[Source material Boundary: Start]

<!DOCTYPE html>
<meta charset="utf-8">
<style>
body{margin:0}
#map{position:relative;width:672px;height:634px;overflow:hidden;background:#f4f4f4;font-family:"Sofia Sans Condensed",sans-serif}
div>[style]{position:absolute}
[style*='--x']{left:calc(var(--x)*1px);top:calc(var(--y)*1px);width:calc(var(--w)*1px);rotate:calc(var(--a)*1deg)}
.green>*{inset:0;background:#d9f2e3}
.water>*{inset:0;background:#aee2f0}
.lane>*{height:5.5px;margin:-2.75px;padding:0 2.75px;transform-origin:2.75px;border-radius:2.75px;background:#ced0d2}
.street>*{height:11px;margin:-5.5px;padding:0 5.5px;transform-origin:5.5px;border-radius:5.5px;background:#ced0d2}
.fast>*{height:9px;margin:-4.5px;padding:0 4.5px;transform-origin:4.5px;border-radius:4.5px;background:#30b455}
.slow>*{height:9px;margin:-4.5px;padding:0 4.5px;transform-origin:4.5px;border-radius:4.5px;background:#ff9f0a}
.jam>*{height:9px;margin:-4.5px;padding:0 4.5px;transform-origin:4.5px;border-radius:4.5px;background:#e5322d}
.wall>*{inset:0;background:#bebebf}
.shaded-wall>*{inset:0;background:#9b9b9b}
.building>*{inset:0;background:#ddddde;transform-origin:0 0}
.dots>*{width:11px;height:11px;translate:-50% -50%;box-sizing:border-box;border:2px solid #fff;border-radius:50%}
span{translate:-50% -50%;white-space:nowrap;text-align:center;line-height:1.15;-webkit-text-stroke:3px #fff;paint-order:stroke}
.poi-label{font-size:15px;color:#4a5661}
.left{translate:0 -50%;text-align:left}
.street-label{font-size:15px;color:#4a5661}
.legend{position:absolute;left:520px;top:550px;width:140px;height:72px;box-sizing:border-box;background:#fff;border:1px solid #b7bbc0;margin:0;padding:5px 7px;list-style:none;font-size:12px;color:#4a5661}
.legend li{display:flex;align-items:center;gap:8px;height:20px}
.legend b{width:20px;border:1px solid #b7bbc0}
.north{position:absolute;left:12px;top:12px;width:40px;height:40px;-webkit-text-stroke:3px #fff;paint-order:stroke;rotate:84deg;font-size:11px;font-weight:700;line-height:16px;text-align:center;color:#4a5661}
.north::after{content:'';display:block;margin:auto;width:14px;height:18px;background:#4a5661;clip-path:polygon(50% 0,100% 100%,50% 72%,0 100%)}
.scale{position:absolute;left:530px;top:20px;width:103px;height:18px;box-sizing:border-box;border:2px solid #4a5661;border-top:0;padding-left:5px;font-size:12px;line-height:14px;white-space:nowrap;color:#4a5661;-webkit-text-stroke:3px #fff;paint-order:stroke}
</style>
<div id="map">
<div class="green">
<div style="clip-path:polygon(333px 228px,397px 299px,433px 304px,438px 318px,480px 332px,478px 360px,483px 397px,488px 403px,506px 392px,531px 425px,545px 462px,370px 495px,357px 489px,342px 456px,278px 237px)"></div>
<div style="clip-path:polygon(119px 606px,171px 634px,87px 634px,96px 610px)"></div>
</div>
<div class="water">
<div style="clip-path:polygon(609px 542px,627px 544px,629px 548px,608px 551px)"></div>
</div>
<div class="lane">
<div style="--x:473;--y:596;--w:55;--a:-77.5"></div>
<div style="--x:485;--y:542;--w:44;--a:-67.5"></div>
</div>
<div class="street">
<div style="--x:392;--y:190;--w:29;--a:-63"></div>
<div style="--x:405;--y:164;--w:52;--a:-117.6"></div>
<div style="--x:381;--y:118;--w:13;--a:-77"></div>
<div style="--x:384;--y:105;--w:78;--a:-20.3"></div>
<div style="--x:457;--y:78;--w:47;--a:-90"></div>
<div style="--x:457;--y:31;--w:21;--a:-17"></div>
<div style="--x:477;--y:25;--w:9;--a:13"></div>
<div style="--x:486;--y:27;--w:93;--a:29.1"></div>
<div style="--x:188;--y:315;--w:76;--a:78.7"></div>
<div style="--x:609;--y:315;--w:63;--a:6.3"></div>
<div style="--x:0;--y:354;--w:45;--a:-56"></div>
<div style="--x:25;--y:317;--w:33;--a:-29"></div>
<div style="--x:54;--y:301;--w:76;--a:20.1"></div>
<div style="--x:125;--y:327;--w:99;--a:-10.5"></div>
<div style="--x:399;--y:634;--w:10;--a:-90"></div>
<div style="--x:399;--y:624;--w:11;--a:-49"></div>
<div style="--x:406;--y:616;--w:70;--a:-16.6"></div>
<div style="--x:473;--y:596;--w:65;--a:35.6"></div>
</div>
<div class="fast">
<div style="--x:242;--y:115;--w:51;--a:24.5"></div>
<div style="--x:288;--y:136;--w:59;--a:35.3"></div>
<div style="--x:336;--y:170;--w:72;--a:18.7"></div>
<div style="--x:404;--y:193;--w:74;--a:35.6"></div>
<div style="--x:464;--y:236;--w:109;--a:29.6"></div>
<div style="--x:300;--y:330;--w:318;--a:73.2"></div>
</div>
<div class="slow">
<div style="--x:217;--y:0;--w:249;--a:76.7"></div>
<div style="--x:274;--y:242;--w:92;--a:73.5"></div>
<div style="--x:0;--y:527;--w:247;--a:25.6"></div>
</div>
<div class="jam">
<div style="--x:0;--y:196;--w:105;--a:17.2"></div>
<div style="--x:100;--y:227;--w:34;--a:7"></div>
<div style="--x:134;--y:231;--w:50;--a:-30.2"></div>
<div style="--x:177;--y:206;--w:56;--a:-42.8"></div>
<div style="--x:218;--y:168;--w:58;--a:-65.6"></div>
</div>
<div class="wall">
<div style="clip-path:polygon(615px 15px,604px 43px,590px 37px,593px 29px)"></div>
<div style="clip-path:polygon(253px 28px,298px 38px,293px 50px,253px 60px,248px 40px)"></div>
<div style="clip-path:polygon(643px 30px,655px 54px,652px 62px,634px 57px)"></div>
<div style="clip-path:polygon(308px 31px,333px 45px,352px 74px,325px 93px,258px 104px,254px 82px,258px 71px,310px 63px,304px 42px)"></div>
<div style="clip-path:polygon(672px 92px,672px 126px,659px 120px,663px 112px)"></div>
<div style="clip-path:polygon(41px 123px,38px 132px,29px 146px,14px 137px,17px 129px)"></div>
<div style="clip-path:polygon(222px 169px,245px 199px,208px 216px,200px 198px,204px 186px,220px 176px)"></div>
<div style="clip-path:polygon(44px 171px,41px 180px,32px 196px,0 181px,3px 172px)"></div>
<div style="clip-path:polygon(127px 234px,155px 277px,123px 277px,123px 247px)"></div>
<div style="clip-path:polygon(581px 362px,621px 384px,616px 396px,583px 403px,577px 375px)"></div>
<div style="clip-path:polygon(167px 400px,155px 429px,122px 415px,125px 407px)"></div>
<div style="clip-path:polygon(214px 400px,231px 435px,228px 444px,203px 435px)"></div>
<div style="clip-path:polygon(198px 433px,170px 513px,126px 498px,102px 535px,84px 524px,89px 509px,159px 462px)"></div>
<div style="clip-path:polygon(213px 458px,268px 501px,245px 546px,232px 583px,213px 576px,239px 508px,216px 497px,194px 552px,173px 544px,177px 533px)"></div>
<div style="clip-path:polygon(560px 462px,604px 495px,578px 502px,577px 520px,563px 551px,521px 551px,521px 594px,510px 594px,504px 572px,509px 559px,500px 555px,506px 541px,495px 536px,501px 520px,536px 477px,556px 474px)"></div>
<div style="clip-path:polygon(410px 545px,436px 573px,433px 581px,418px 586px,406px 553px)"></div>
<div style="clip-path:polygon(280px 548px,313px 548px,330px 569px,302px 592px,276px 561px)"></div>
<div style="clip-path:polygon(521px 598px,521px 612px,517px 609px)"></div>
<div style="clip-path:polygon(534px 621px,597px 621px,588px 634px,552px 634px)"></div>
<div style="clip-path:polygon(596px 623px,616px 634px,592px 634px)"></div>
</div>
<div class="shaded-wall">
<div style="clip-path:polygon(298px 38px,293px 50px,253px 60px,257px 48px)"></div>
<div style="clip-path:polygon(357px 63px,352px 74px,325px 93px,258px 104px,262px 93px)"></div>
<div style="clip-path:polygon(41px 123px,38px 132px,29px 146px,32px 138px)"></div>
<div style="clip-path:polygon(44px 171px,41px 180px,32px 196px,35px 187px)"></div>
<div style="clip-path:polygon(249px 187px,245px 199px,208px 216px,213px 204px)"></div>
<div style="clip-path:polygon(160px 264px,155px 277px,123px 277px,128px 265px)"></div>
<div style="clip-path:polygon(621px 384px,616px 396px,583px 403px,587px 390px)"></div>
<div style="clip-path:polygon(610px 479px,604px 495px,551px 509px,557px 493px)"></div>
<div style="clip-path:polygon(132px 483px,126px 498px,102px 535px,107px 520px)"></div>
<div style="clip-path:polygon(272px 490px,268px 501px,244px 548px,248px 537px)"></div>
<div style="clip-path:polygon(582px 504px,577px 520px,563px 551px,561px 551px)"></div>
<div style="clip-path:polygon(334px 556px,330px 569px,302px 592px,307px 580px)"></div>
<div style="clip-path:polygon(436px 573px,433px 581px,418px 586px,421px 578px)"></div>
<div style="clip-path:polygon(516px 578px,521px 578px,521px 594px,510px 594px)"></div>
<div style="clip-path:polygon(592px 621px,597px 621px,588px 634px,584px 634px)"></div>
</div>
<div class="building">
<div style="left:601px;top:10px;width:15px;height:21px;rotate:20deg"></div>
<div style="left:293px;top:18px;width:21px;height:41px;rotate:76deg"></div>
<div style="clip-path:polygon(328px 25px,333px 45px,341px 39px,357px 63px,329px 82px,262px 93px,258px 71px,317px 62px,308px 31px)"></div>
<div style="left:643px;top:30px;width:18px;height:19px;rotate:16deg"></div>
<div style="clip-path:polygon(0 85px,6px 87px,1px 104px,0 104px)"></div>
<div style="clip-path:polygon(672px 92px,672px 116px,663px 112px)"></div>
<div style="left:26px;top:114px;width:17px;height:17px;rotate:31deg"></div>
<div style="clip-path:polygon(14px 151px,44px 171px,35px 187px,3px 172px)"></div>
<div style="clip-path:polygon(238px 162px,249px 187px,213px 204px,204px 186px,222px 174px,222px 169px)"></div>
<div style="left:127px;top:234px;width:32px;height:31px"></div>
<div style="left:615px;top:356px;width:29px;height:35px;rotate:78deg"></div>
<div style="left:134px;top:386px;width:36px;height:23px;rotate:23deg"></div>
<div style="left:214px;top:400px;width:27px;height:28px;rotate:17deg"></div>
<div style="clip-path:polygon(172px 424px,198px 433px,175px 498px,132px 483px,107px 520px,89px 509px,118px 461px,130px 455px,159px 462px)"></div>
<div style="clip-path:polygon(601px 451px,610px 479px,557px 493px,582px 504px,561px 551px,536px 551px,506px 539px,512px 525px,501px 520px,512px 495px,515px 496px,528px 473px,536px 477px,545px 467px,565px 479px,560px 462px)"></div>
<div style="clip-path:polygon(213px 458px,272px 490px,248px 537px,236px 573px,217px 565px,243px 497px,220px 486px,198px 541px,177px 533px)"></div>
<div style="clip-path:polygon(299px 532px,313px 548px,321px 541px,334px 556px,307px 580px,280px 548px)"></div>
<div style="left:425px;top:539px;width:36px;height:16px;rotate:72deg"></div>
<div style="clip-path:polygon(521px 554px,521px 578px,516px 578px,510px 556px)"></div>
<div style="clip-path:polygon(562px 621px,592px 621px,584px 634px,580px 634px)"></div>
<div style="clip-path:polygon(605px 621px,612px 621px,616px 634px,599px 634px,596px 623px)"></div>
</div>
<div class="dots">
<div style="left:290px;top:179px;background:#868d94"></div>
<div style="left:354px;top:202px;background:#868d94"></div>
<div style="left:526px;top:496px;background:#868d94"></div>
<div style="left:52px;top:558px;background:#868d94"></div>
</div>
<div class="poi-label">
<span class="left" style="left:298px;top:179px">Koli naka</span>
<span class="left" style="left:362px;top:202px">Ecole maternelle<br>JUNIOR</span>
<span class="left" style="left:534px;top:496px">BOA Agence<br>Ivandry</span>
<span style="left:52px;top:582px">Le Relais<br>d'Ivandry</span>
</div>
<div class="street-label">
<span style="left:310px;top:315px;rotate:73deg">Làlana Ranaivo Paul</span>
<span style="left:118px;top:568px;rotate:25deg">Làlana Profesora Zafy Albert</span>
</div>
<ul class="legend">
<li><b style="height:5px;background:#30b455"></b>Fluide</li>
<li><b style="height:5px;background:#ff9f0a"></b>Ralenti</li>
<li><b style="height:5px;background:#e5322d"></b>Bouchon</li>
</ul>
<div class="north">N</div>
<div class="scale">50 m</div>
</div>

[Source material Boundary: End]

• [Exercise aim] From the data above, work out how many lines hold "shaded". Answer with the number alone.

• [Response area] 2